--- Extracted information Enclosed Below ---
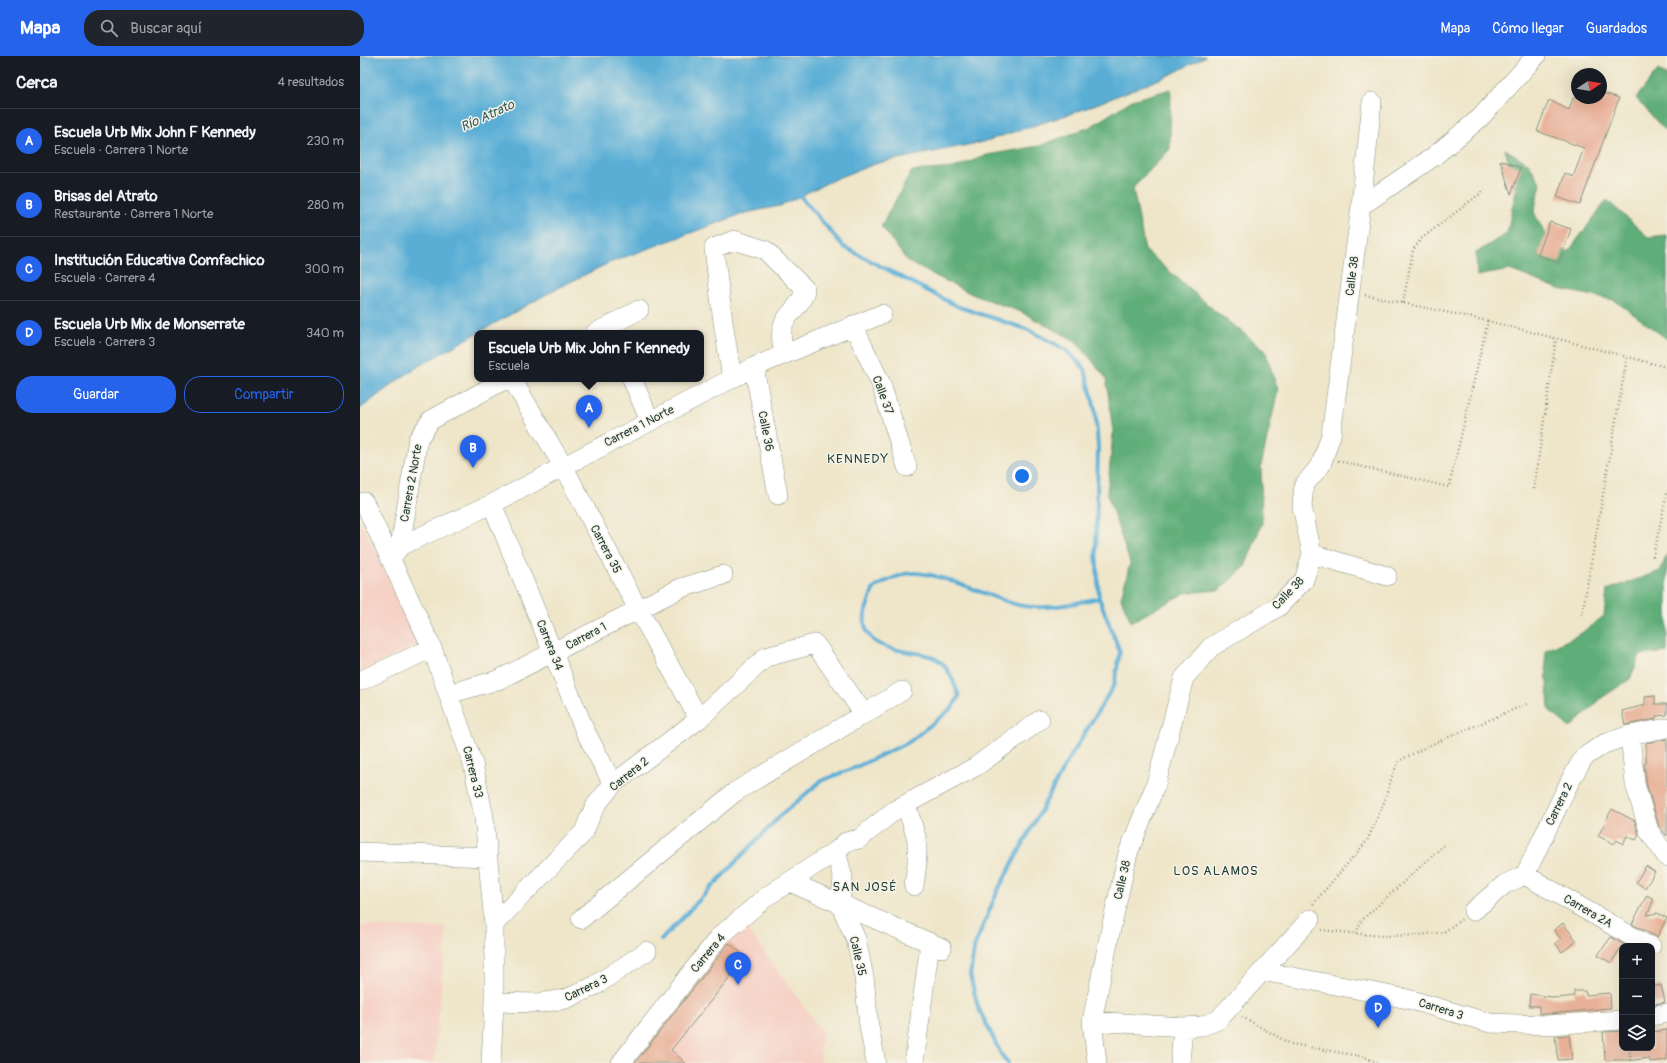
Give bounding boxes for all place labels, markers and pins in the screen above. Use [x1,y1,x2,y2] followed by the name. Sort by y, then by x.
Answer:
[576,395,602,428] pin: A
[460,435,486,468] pin: B
[725,952,751,985] pin: C
[1365,995,1391,1028] pin: D

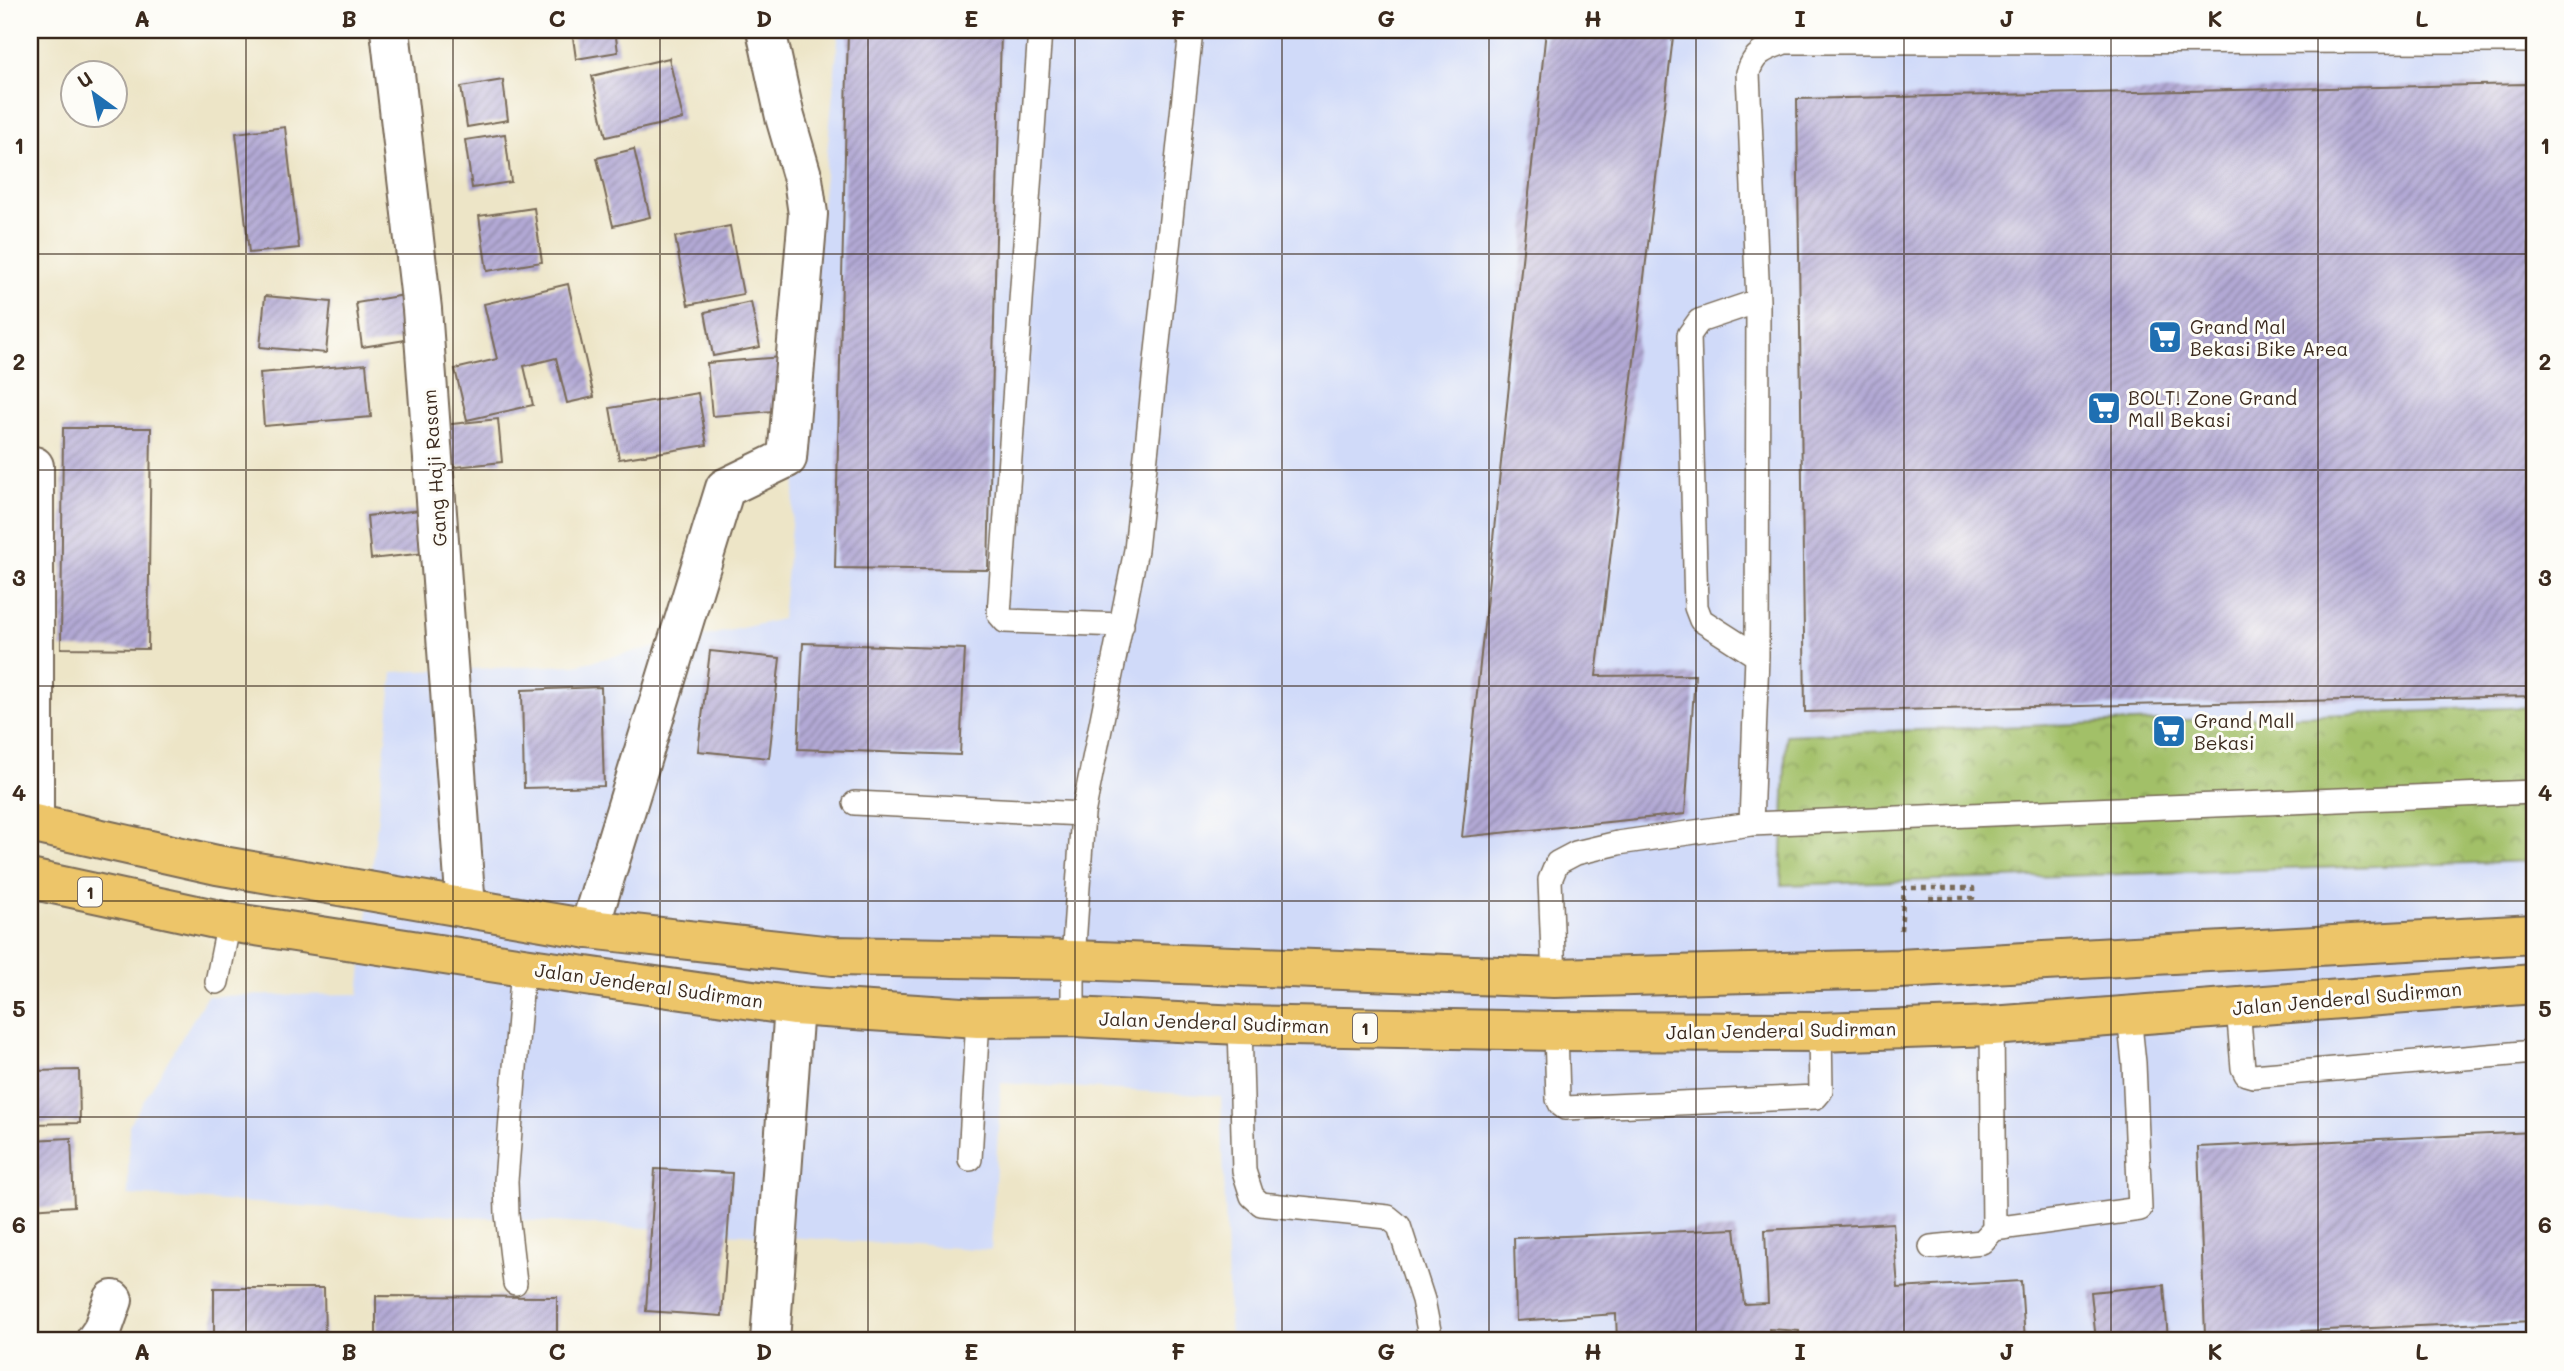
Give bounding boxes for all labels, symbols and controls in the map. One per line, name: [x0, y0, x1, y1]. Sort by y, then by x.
text: A: [134, 3, 150, 33]
text: B: [341, 3, 357, 33]
text: C: [548, 3, 566, 33]
text: D: [756, 3, 772, 33]
text: E: [964, 3, 978, 33]
text: F: [1171, 3, 1185, 33]
text: G: [1377, 3, 1395, 33]
text: H: [1584, 3, 1602, 33]
text: I: [1794, 3, 1806, 33]
text: J: [1999, 3, 2015, 33]
text: K: [2207, 3, 2223, 33]
text: L: [2415, 3, 2429, 33]
north arrow: [60, 60, 130, 130]
text: U: [72, 65, 97, 93]
text: 1: [14, 130, 24, 160]
text: 1: [2540, 130, 2550, 160]
place label: Grand Mal Bekasi Bike Area: [2190, 314, 2348, 361]
supermarket icon: Grand Mal Bekasi Bike Area: [2146, 318, 2184, 356]
text: 2: [13, 346, 25, 376]
text: 2: [2539, 346, 2551, 376]
place label: BOLT! Zone Grand Mall Bekasi: [2128, 385, 2297, 432]
street label: Gang Haji Rasam: [416, 389, 452, 547]
supermarket icon: BOLT! Zone Grand Mall Bekasi: [2085, 389, 2123, 427]
text: 3: [12, 562, 26, 592]
text: 3: [2538, 562, 2552, 592]
place label: Grand Mall Bekasi: [2194, 708, 2295, 755]
supermarket icon: Grand Mall Bekasi: [2150, 712, 2188, 750]
text: 4: [12, 777, 26, 807]
text: 4: [2538, 777, 2552, 807]
road number: 1: [78, 878, 102, 906]
street label: Jalan Jenderal Sudirman: [533, 957, 765, 1013]
street label: Jalan Jenderal Sudirman: [2231, 976, 2463, 1020]
text: 5: [12, 993, 26, 1023]
text: 5: [2538, 993, 2552, 1023]
street label: Jalan Jenderal Sudirman: [1099, 1005, 1329, 1039]
road number: 1: [1353, 1014, 1377, 1042]
street label: Jalan Jenderal Sudirman: [1666, 1015, 1896, 1045]
text: 6: [12, 1209, 26, 1239]
text: 6: [2538, 1209, 2552, 1239]
text: A: [134, 1336, 150, 1366]
text: B: [341, 1336, 357, 1366]
text: C: [548, 1336, 566, 1366]
text: D: [756, 1336, 772, 1366]
text: E: [964, 1336, 978, 1366]
text: F: [1171, 1336, 1185, 1366]
text: G: [1377, 1336, 1395, 1366]
text: H: [1584, 1336, 1602, 1366]
text: I: [1794, 1336, 1806, 1366]
text: J: [1999, 1336, 2015, 1366]
text: K: [2207, 1336, 2223, 1366]
text: L: [2415, 1336, 2429, 1366]

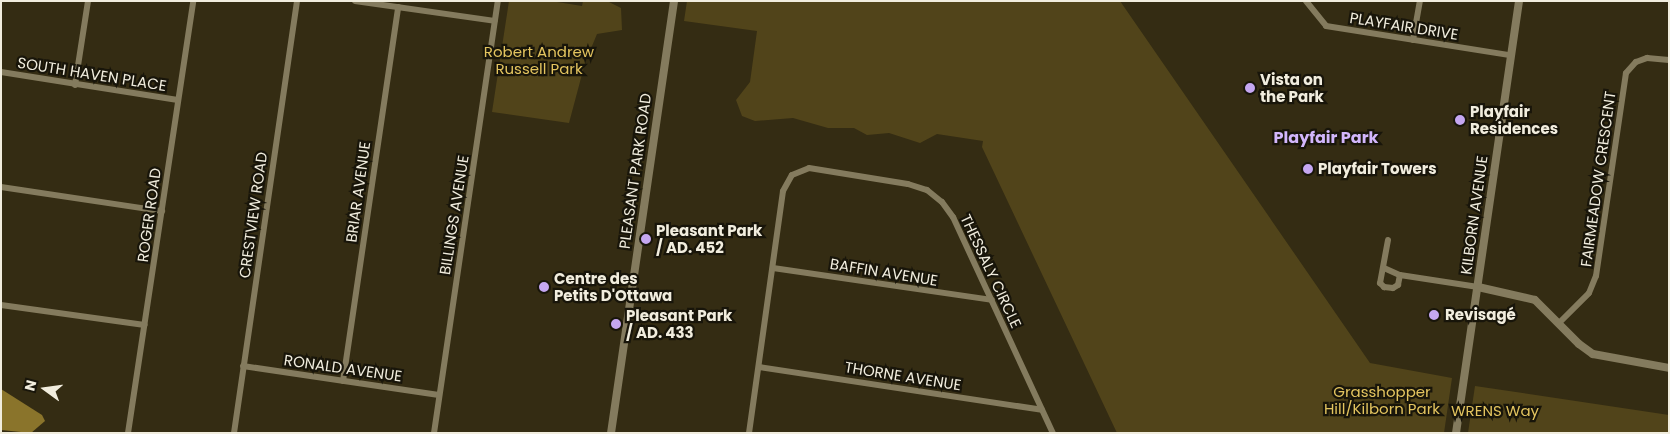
--- End of Enclosed Extracted information ---
Try it: Find and copy every line in the entries above where the string "street" occurs.

Answer:
street label: Gang Haji Rasam: [416, 389, 452, 547]
street label: Jalan Jenderal Sudirman: [533, 957, 765, 1013]
street label: Jalan Jenderal Sudirman: [2231, 976, 2463, 1020]
street label: Jalan Jenderal Sudirman: [1099, 1005, 1329, 1039]
street label: Jalan Jenderal Sudirman: [1666, 1015, 1896, 1045]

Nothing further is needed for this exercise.